GSA Connects 2023 Meeting in Pittsburgh, Pennsylvania

Paper No. 138-1
Presentation Time: 1:30 PM

WALKING MY OWN PATH, FINDING COMPANY ALONG THE WAY


BURT, Abigail, Ontario Geological Survey, 933 Ramsey Lake Road, Sudbury, ON P3E 6B5, Canada

I grew up at a time and place when little girls weren’t encouraged to explore the possibilities beyond becoming a secretary, teacher or nurse. With girl power still years away and feminists viewed as man-haters, so-called traditional roles were definitely the norm. But I wasn’t normal. At 16 I was a junior gardener, piano teacher and our village’s first female volunteer fire fighter. At 18 I was the only woman in my class to go to university – Metallurgical Engineering in Montreal. That same year the Montreal massacre, a rarity in Canada and prompted by a hatred of feminists, brought home the fact that forging a different path comes at a price. It turns out that I was never destined to become an engineer (too much math) and at 19 I started working as a crusher operator in a mine, once again paving the way for other local women to join a higher-paid workforce. The path to survey geoscientist was full of twists and turns. History (too much politics) and archaeology (Indiana Jones never showed up) were sampled before I found my true love – landforms and earth surface processes.

The years spent at a smaller undergraduate university with instructors and professors focused on teaching gave me the confidence to consider graduate studies. And this hints at my biggest challenge, and it’s one that I’ve struggled with my entire life. Self-confidence.
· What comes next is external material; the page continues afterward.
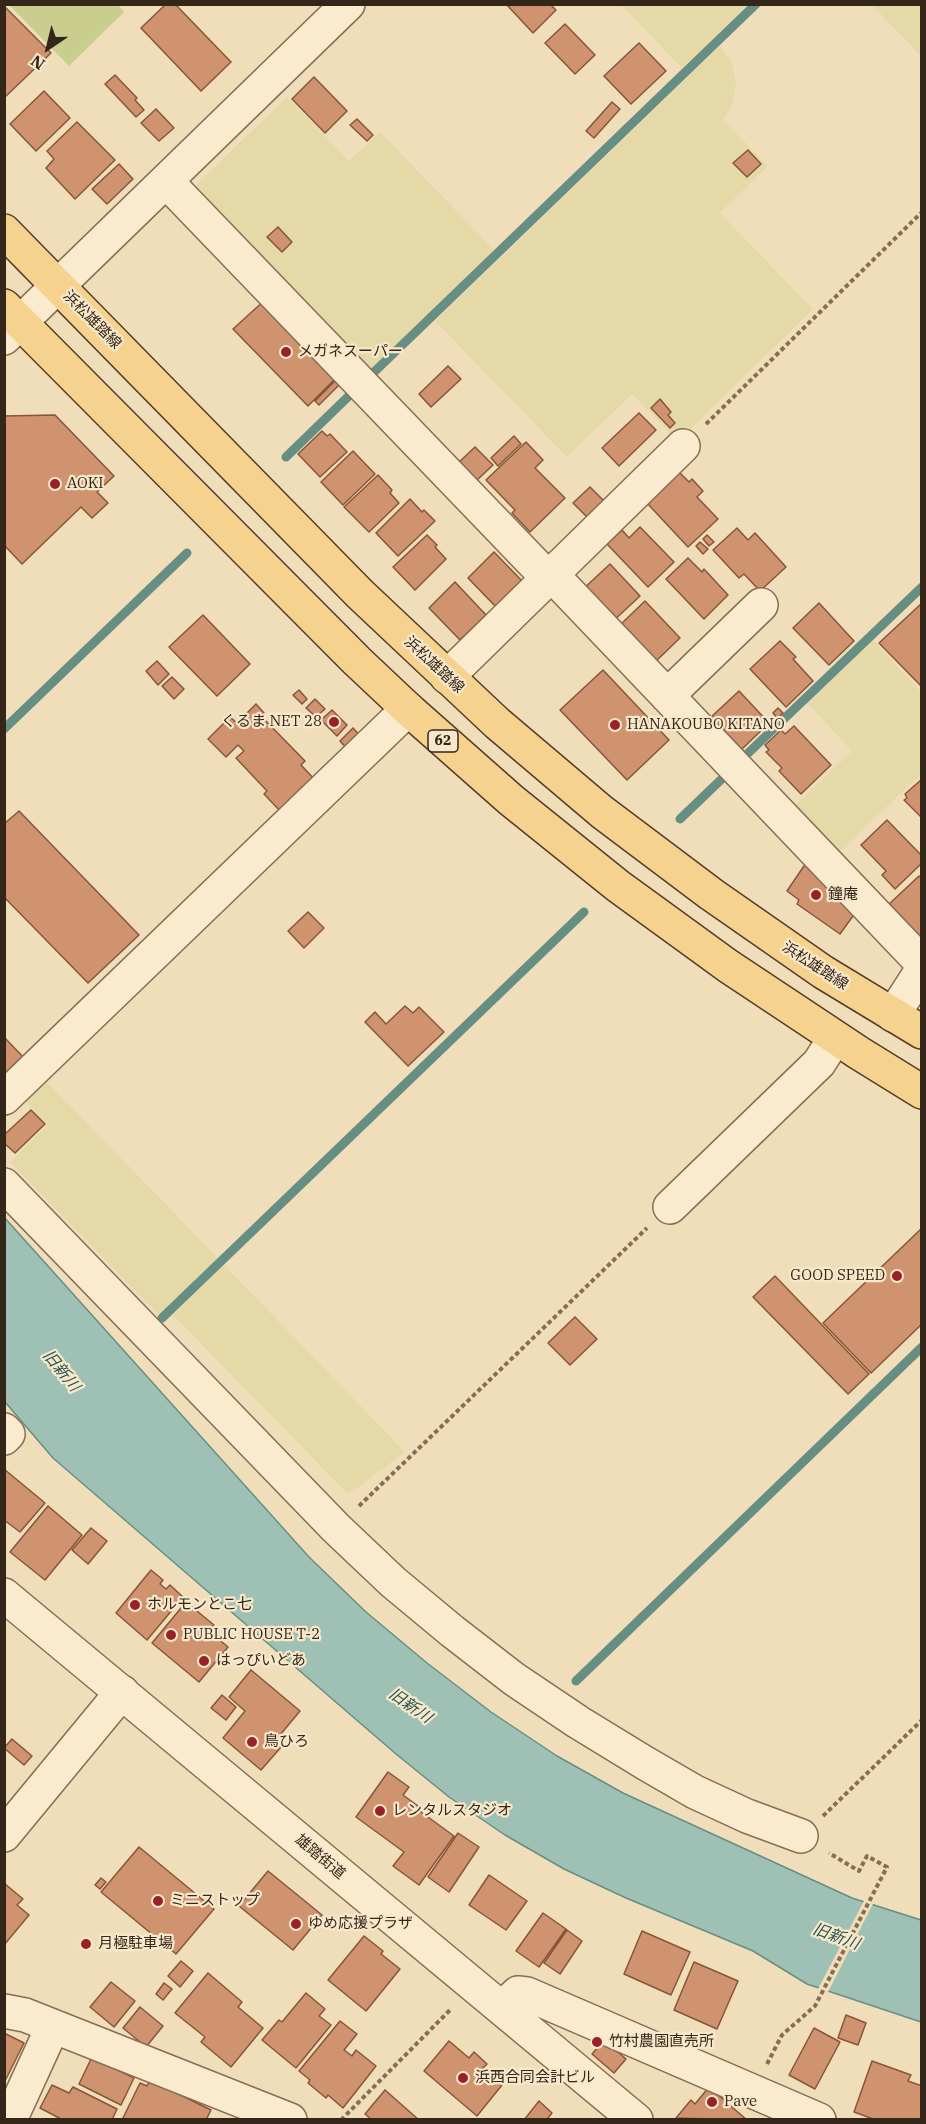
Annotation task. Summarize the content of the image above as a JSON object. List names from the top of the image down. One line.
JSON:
{"streets":{"main road":["浜松雄踏線","62"],"street":["雄踏街道"]},"water":["旧新川"],"places":["メガネスーパー","AOKI","くるま NET 28","HANAKOUBO KITANO","鐘庵","GOOD SPEED","ホルモンとこ七","PUBLIC HOUSE T-2","はっぴいどあ","鳥ひろ","レンタルスタジオ","ミニストップ","ゆめ応援プラザ","月極駐車場","竹村農園直売所","浜西合同会計ビル","Pave"],"north":"bottom left"}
Like so many of us, I can blow past the barriers constructed by others but crash into the ones I construct for myself. And there have been ample building materials for me to construct those barriers. As a naturally shy and introverted immigrant living in rural Manitoba, I was an easy target for teasing and later bullying when my dad laid off the workforce from the region’s biggest resource-based employer. I benefitted from ground-breaking efforts of generations of strong and brave women but still had to push against the prevailing attitudes of needing to be super-woman to succeed. But here I am. I am a 50+ field geologist, and even though the struggle with self-confidence will always be with me, I have learned to build on my successes. I can run multi-year drilling programs, conduct surficial mapping programs, collaborate on geophysical projects, help create popular geology books, lead committees and advise municipalities and sister ministries all while bee-keeping and wild-life gardening. Bring on the next challenge!